Page 106 : « On pourrait alternativement imaginer de reformuler la règle à l’envers, par la définition d’un nombre d’années à exclure du calcul du salaire de référence, en nombre d’années ou en pourcentage ; cette règle permettrait de conserver en partie la propriété de « filtre » des années retenues pour le salaire de référence, tout en réduisant les inégalités au regard de cette propriété, dans le système actuel, entre personnes à carrière longue et personnes à carrière courte. »
– L’injustice du calcul de la retraite est reconnue par le gouvernement, qui prétexte l’injustice faite aux carrières hachées pour justifier sa réforme d’une retraite à points.
Alexandre Château Ducos, conseiller des Français·e·s de l’étranger EÉLV, a déposé le 28/4/2021 à l’Assemblée des Français de l’étranger une question au gouvernement : Le calcul du salaire annuel moyen (SAM) à partir des 25 meilleures années n’est pas équitable. (3)
Réponse du gouvernement : L’analyse proposée par M. Chateau-Ducos sur le mécanisme dit des « 25 meilleures années », en vigueur dans le régime général, est pertinente. En effet, ce mécanisme supposé protecteur s’avère en réalité parfois inéquitable et désavantageux pour les carrières dites incomplètes ou témoignant « d’accidents de carrières ».

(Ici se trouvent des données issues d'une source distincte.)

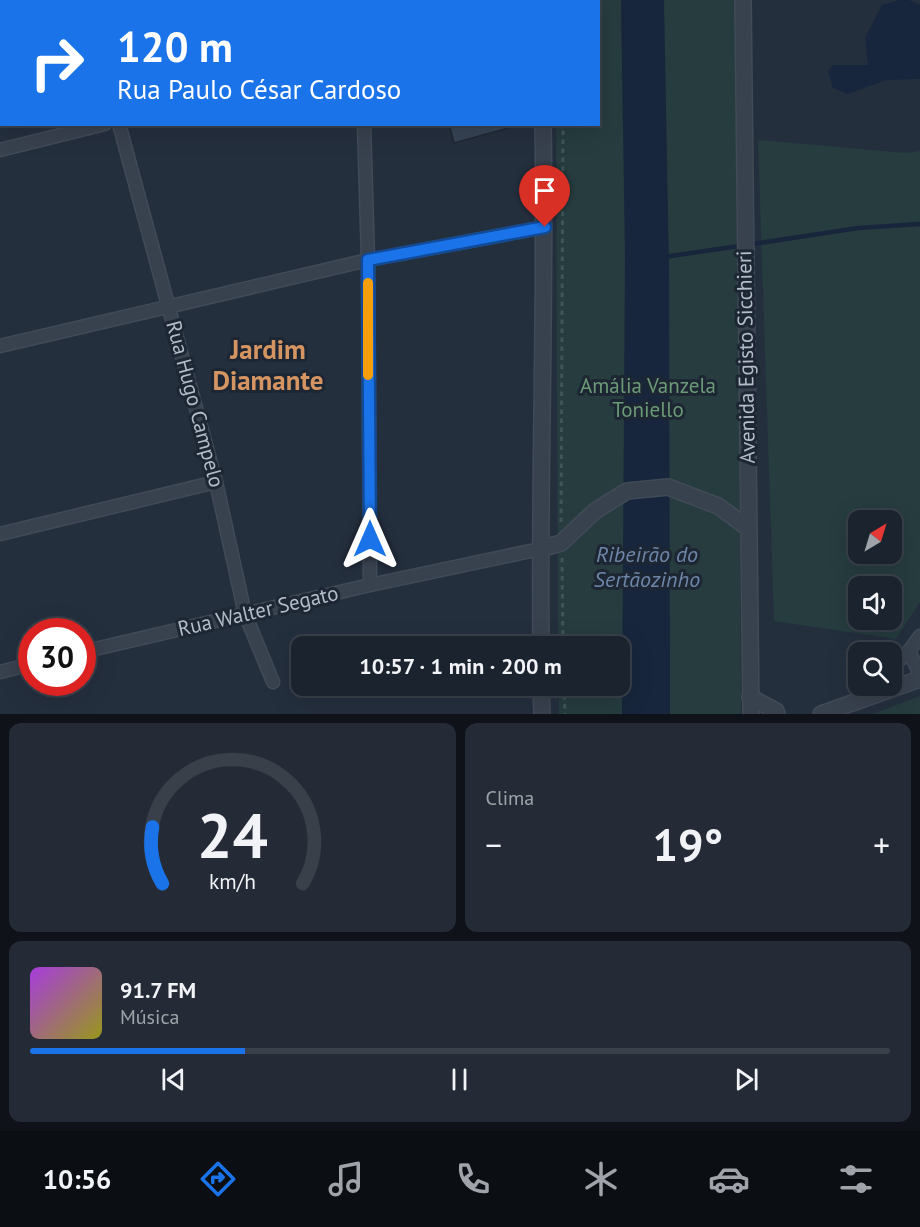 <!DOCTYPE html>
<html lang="pt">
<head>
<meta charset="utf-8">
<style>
	:root { --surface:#1b232e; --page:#242b36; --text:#f1f3f6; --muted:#a0a4aa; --line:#39404a; --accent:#1a73e8 }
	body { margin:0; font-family:"PT Sans",sans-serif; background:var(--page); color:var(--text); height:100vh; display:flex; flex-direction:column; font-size:22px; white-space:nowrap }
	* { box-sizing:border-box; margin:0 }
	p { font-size:20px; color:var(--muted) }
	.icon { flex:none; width:33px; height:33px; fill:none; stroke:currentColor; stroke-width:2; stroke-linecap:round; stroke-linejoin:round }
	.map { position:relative; height:714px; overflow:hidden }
	.details { display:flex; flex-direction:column; gap:9px; padding:9px; background:#0f1319; flex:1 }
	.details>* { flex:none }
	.top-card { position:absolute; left:0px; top:0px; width:600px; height:126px; box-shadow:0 6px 24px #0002,0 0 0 2px var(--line); background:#1a73e8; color:#fff; overflow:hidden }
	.needle { width:39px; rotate:38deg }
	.buttons { position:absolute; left:848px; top:510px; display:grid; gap:12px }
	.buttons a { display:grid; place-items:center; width:54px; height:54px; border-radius:12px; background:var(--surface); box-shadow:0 6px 24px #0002,0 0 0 2px var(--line); font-size:30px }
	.speed { position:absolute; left:18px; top:618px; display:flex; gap:12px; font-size:30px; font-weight:700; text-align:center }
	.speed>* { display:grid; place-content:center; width:78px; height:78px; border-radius:50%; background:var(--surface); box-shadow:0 6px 24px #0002,0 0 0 2px var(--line); line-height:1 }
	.speed .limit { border:9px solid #d22; background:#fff; color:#111 }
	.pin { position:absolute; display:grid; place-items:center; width:51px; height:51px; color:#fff; margin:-62px -26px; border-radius:50% 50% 50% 0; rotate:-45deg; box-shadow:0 0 6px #0007 }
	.pin .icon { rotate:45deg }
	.me { position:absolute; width:66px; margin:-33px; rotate:0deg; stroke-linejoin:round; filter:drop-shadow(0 0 4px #0008) }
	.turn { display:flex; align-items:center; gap:21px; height:126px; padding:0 18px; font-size:27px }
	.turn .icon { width:78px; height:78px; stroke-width:2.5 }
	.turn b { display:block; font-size:42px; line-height:51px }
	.big { font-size:45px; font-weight:800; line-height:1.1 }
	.details .card { flex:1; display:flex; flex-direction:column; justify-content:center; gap:9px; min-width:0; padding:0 21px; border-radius:12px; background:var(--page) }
	.details .dial { align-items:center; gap:0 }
	.dial svg { height:156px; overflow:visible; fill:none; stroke:var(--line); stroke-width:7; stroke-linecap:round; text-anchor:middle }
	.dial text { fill:var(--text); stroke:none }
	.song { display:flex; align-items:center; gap:18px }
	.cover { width:72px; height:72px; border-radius:9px; background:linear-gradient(135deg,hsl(280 70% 55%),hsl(60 70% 35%)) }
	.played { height:6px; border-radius:3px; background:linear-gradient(90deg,var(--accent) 25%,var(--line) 25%) }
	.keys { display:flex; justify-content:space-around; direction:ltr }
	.heat { display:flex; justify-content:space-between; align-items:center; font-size:33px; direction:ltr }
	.details .tiles { flex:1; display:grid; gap:9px; grid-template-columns:1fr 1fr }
	.card:last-child { grid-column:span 2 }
	.trip { position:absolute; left:291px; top:636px; width:339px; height:60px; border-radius:12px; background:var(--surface); box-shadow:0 6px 24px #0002,0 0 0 2px var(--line); font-weight:800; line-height:60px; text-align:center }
	.dock { display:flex; height:96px; justify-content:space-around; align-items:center; background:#0b0e12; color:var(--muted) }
	.dock .icon { width:42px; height:42px }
	.dock .current { color:var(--accent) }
	.dock b { font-size:27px; color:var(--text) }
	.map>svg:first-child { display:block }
</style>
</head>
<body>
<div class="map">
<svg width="920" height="714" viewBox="0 0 920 714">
	<rect width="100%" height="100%" fill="#242f3e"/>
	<g fill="#263c3f" fill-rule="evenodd">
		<polygon points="556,0 737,0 741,714 559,714 559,686 620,686 620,646 558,646 556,125 598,124 598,2"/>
		<path d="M758,140L906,153L920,151V602L896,639L774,621ZM858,520H891V554H858ZM858,586H891V620H858Z"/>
		<polygon points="920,696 920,714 873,714"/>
	</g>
	<g fill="#17263c">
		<polygon points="621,0 664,0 669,269 670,714 622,714 625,256"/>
		<polygon points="899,0 909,0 920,5 920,79 886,80 848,94 833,88 828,71 833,65 868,65 865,38 882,5"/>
	</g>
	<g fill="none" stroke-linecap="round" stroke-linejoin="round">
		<g stroke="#17263c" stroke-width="4.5">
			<polyline points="753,244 858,228 920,224"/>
			<polyline points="664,257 739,246"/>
		</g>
	</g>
	<polygon fill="#364354" stroke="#1f2835" stroke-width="1.5" points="449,124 507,124 508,128 454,143"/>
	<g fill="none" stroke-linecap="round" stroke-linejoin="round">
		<g stroke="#414a57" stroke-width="15">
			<g id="minor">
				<polyline points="95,0 95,2"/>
				<polyline points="360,0 360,2"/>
				<polyline points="75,2 81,0"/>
				<polyline points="0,20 2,20"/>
				<polyline points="119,124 216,482 245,614 273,682"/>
				<polyline points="364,124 368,260 370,585"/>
				<polyline points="0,150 105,124"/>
				<polyline points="0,346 368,260 545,227"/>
				<polyline points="0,534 216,482"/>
				<polyline points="909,651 920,675"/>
				<polyline points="82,652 370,585 540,549"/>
				<polyline points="891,668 909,651 920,636"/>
				<polyline points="0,672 32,664"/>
				<polyline points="855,701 872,686"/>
			</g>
		</g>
		<g stroke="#414a57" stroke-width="18">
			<g id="tertiary">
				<polyline points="541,0 541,2"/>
				<polyline points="743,0 751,714"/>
				<polyline points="540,549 561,543 595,511 627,491 668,487 718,506 748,528"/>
				<path d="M541,646C539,472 546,299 543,124"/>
				<polyline points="541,686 542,714"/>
				<polyline points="750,697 776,711 777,714"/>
				<polyline points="821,714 920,679"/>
			</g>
		</g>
		<g stroke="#3f5557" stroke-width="3" stroke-dasharray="4.5 4.5" stroke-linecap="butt">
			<polyline points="564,2 564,0"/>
			<polyline points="561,522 563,124"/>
			<polyline points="562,558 563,646"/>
			<polyline points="564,686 565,714"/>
		</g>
		<use href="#minor" stroke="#38414e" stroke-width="12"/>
		<use href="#tertiary" stroke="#38414e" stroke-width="15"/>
	</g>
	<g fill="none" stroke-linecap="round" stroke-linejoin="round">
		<g stroke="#114b97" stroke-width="15">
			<polyline id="route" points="370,539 368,260 545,227"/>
		</g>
		<use href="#route" stroke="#1a73e8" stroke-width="10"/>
		<polyline stroke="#f59e0b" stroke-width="10" points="368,283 368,375"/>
	</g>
	<g text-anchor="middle" stroke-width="6" stroke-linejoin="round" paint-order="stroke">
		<g font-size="21" fill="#b4bcc9" stroke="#1d2633">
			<text transform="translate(746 357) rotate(-91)" y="7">Avenida Egisto Sicchieri</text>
			<text transform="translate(195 404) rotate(75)" y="7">Rua Hugo Campelo</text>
			<text transform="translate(258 611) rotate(-13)" y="7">Rua Walter Segato</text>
		</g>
		<g font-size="21" fill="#6b9a76" stroke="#1d2633">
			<text x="648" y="393">Amália Vanzela<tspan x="648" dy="24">Toniello</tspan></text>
		</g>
		<g font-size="22" font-style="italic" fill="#6d86a8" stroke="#1d2633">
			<text x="647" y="562">Ribeirão do<tspan x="647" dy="25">Sertãozinho</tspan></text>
		</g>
		<g font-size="27" font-weight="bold" fill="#d59563" stroke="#1d2633">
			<text x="268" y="359">Jardim<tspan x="268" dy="31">Diamante</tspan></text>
		</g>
	</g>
</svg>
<div class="buttons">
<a><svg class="needle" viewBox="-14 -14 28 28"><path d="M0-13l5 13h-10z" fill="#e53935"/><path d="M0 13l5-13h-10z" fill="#a0a4aa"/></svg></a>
<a><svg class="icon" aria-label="sound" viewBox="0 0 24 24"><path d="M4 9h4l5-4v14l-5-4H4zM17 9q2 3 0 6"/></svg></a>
<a><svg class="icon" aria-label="search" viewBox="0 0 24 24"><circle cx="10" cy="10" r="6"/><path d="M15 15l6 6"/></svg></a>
</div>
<div class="speed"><div class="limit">30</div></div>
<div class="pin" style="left:545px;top:227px;background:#d93025"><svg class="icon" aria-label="arrive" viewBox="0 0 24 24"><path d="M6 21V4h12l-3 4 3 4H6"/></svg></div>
<svg class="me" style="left:370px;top:539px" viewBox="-20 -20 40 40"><path d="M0-17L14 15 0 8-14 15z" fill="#1a73e8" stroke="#fff" stroke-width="4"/></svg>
<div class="trip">10:57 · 1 min · 200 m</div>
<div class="top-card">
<div class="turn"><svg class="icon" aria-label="right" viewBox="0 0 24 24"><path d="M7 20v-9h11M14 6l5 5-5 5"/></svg><div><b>120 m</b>Rua Paulo César Cardoso</div></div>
</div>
</div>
<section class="details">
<div class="tiles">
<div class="card dial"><svg viewBox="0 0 100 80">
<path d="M14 69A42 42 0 1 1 86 69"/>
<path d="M14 69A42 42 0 0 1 9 40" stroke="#1a73e8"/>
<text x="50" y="56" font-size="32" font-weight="700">24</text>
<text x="50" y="72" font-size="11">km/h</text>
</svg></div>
<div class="card"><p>Clima</p>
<div class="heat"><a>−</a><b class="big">19°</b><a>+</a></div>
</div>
<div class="card">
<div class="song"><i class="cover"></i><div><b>91.7 FM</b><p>Música</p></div></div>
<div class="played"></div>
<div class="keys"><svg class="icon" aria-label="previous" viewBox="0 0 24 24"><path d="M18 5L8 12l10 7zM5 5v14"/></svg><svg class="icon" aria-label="pause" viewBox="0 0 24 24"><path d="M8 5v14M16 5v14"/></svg><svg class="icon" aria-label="next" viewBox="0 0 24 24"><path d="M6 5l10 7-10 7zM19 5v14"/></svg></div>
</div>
</div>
</section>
<nav class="dock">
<b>10:56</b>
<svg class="icon current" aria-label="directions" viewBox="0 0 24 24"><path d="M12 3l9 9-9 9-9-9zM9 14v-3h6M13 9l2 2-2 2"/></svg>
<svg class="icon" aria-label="music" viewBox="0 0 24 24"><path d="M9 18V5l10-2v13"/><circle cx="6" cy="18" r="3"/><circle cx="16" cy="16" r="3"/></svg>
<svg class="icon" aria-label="phone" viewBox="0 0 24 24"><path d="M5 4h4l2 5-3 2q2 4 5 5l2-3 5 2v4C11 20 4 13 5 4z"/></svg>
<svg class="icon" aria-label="climate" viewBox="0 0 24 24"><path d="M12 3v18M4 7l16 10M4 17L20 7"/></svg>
<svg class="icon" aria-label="car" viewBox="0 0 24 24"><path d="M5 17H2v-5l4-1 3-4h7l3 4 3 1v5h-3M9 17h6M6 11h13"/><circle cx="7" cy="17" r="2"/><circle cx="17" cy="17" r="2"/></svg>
<svg class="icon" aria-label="filters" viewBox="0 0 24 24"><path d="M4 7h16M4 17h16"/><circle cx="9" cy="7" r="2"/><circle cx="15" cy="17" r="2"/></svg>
</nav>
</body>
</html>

– L’injustice du calcul de la retraite a été abordée dans la motion du conseil fédéral d’EÉLV de septembre 2013 :
« Trimestrialiser le calcul du salaire moyen : fonder le calcul du salaire moyen non plus sur les 25 meilleures années mais sur les 100 meilleurs trimestres afin de réduire les impacts des « carrières à trou » (chômage, période d’inactivité…) lors de la retraite. »
Cette mesure éviterait la prise en compte de trimestres sans salaire dans le calcul du salaire de référence.
Plusieurs facteurs pénalisent les retraites des carrières courtes et hachées, dont les retraites des Français·e·s qui ont travaillé à l’étranger.
Les droits à la retraite de base générés par des années de travail et de cotisation en France peuvent être diminués de plus de 60%, si le reste de la carrière est effectué hors de France et non en France.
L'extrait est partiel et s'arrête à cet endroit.